Robonaut: a telepresence-based astronaut assistant

Robonaut, NASA's latest anthropomorphic robot, is designed to work in the hazards of the space environment as both an astronaut assistant and, in certain situations, an astronaut surrogate. This highly dexterous robot is now performing complex tasks under telepresence control in the Dexterous Robotics Laboratory at the Johnson Space Center that could previously only be carried out directly by humans. With 43 degrees of freedom (DOF), Robonaut is a state-of-the-art human size telemanipulator system. It has a three-DOF articulated waist and two seven-DOF arms, giving it an impressive work space for interacting with its environment. Its two five-fingered hands allow manipulation of a wide range of common tools. A pan/tilt head with multiple stereo camera systems provides data for both teleoperators and computer vision systems. Telepresence control is the main mode of operation for Robonaut. The teleoperator dons a variety of sensors to map hand, head, arm and body motions to control the robot. A distributed object-oriented network architecture links the various computers used to gather posture and joint angle data from the human operator, to control the robot, to generate video displays for the human operator and to recognize and generate human voice inputs and outputs.

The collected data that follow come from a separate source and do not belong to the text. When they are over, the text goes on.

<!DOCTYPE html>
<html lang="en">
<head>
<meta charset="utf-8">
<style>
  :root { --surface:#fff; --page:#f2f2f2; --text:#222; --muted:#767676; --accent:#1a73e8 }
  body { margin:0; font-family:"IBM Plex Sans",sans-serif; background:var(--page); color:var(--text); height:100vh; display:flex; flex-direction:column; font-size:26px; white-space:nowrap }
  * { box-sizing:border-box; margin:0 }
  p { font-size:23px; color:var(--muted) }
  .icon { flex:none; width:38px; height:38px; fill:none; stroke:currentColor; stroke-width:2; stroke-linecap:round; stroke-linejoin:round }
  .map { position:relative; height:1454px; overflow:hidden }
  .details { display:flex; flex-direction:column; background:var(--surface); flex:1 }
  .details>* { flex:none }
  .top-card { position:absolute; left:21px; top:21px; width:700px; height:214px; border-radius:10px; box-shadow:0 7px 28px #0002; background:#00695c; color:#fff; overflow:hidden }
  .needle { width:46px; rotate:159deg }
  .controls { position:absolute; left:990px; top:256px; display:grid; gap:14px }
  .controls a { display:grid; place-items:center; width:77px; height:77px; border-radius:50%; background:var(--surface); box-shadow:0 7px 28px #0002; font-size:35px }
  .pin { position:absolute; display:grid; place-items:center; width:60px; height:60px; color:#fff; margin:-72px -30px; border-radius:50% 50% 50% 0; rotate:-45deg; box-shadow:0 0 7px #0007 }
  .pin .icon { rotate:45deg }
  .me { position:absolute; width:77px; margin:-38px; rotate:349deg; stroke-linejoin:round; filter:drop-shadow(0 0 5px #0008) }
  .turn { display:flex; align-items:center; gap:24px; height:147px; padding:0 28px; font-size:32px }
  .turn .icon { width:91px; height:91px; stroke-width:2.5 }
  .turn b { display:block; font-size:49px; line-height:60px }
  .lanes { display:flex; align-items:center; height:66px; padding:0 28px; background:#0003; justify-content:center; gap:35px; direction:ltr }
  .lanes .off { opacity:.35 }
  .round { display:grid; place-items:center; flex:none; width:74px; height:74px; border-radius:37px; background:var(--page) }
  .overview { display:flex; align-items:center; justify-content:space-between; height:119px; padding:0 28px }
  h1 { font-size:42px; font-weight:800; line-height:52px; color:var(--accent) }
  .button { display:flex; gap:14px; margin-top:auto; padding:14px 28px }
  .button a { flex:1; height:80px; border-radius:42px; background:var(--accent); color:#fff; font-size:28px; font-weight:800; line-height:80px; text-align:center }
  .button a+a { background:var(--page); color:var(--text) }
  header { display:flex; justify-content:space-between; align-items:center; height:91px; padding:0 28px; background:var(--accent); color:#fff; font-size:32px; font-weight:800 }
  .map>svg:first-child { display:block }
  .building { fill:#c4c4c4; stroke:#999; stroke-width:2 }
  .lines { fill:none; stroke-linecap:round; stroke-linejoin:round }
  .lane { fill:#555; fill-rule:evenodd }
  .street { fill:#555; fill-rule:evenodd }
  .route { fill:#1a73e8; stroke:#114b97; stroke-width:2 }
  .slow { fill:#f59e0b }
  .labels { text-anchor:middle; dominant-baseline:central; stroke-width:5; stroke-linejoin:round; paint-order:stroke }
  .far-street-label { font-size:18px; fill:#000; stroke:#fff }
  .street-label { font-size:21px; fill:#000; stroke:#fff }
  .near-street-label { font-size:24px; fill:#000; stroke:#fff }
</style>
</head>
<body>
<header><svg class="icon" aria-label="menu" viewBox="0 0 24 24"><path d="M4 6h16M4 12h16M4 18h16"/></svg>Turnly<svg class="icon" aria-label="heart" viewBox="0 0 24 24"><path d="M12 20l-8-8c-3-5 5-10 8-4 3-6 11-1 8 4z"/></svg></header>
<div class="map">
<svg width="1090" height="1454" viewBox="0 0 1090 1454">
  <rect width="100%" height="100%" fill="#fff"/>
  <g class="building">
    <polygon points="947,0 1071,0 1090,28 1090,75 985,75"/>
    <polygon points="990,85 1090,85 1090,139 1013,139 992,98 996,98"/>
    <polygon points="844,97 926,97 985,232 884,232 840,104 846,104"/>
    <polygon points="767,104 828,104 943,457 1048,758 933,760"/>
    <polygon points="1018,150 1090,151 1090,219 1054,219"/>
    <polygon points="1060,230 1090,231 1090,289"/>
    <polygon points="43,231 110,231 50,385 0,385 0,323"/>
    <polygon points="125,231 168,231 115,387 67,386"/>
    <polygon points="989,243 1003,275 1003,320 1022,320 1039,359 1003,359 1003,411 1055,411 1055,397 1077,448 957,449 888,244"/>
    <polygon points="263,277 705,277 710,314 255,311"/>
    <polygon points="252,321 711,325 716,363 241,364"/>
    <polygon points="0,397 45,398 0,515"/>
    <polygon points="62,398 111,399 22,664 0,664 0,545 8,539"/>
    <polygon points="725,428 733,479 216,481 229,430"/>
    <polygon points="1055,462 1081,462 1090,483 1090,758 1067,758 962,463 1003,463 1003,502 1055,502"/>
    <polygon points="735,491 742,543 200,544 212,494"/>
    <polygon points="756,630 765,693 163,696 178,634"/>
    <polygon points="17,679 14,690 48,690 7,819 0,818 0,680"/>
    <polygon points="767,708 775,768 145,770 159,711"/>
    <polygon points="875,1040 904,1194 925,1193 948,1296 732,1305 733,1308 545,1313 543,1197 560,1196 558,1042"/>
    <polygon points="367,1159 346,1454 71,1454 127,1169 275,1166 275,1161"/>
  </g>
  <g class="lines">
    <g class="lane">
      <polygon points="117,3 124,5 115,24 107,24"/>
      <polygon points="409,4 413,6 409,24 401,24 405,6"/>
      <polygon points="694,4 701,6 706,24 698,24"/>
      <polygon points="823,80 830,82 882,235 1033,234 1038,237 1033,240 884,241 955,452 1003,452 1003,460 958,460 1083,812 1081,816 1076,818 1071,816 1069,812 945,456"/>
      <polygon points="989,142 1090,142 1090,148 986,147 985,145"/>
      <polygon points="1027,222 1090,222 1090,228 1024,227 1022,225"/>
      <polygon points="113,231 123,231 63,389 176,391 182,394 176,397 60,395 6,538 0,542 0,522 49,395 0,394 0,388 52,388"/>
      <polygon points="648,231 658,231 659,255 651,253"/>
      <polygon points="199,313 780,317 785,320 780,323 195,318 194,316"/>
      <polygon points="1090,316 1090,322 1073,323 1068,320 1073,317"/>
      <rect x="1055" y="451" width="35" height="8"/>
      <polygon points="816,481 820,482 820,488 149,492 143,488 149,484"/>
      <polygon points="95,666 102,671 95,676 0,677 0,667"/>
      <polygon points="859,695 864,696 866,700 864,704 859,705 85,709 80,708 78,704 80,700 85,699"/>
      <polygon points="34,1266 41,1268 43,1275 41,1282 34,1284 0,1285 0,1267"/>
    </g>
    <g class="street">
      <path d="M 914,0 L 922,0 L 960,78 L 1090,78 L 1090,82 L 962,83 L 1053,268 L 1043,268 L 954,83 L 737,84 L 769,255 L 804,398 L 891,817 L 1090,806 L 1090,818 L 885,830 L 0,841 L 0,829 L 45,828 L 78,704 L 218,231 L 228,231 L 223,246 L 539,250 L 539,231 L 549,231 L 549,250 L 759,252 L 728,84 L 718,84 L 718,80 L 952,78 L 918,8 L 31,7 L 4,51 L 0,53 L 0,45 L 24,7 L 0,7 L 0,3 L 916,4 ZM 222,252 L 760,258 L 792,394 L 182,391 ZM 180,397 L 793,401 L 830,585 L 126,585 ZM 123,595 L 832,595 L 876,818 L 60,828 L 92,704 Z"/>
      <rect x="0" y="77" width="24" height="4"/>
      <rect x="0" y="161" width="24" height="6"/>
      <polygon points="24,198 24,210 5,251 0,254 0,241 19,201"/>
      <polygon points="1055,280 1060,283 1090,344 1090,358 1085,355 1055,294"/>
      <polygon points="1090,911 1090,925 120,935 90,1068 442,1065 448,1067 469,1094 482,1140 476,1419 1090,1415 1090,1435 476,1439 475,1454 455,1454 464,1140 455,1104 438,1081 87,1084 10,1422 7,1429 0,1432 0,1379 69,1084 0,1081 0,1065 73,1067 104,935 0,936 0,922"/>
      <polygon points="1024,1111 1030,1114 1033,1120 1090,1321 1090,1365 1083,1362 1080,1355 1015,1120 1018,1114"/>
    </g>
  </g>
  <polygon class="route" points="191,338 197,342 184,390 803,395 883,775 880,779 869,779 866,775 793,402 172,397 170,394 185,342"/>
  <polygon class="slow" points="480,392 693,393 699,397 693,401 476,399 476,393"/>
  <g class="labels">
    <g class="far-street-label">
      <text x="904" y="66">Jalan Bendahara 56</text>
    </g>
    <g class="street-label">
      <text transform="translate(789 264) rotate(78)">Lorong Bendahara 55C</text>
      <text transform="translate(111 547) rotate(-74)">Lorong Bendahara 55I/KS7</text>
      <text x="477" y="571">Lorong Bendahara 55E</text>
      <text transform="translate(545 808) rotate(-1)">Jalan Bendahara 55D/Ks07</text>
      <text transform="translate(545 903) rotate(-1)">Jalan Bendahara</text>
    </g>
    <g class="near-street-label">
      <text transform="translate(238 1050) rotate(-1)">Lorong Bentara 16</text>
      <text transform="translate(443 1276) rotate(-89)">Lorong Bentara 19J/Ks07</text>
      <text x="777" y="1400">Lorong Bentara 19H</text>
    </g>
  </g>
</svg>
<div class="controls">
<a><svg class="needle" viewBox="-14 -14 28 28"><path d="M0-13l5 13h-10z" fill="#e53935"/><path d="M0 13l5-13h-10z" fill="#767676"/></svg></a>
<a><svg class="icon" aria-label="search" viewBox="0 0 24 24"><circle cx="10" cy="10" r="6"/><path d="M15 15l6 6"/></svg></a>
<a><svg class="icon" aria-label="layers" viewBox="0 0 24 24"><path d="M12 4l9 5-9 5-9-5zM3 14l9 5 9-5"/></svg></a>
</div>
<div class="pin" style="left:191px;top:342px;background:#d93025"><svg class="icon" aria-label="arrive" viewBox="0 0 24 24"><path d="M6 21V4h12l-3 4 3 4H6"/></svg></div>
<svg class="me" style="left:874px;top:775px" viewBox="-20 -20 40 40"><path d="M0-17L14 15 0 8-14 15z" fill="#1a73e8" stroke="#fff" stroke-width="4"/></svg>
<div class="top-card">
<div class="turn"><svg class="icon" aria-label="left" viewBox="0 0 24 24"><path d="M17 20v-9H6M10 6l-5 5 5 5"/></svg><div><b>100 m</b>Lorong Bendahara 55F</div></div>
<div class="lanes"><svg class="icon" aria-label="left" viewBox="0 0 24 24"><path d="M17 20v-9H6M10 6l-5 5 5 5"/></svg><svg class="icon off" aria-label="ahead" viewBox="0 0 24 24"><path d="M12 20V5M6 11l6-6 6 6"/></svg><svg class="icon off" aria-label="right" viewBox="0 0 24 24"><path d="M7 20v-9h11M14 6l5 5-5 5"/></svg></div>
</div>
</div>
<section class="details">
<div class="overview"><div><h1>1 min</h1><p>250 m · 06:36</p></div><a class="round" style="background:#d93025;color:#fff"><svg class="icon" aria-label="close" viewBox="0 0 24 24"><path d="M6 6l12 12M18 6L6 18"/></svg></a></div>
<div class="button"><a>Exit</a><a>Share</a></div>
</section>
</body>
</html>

Distributed object-oriented software allows the same telepresence gear to be used on different robots and allows interchangable telepresence gear in the laboratory environment. New telepresence gear and new robots only need to implement a standard software interface. The Robonaut implementation is a two-tiered system using Java/Jini for distributed commands and a commercial-off-the-shelf data sharing protocol for high-speed data transmission. Experimental telepresence gear is being developed and evaluated. Force feedback devices and techniques are a focus, and their efforts on teleoperator performance of typical space operations tasks is being measured. Particularly, the augmentation of baseline Robonaut teleoperation control techniques with force feedback information is shown to significantly reduce potentially damaging contact forces and improve operator consistency.